→ What to work on
One number should be the full reply: how many lines of the material below contain "Start".

□ □ □

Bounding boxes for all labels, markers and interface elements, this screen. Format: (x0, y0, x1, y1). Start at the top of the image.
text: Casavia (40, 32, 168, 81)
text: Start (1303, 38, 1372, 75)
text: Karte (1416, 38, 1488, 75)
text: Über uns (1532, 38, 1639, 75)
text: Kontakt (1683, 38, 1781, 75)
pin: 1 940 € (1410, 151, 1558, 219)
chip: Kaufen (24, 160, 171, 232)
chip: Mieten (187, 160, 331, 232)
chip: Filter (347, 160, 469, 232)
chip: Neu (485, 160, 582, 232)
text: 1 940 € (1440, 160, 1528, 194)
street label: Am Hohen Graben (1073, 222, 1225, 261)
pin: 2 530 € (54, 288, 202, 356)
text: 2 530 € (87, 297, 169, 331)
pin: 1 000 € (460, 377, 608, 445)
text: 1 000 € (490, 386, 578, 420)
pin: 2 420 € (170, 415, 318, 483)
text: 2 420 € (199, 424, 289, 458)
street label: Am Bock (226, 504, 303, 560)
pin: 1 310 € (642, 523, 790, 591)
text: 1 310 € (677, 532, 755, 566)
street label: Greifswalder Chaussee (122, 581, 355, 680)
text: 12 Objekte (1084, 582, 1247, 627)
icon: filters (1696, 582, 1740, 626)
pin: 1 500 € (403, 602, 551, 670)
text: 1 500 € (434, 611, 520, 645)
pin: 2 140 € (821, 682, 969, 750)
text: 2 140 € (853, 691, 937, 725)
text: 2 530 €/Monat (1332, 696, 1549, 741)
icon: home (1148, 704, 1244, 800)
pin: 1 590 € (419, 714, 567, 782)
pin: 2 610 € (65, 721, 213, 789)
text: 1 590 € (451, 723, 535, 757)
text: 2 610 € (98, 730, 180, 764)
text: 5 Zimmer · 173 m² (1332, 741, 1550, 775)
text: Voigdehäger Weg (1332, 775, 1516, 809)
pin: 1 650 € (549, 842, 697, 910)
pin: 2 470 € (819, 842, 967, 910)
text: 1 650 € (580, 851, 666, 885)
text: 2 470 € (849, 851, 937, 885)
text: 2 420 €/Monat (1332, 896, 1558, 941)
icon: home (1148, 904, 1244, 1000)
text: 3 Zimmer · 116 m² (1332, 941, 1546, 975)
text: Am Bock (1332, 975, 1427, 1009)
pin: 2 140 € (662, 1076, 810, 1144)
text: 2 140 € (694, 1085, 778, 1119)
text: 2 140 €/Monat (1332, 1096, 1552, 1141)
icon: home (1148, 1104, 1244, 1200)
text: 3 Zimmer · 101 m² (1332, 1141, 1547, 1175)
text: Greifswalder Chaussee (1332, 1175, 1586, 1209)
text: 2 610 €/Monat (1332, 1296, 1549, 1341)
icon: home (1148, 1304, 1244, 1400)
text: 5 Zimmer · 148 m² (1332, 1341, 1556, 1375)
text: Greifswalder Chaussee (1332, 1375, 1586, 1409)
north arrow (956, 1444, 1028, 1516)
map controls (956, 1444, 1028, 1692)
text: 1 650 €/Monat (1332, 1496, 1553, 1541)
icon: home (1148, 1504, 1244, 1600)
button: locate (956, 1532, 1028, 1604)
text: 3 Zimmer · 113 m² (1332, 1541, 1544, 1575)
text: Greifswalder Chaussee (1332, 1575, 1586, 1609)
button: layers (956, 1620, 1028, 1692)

□ □ □

→ Answer section
2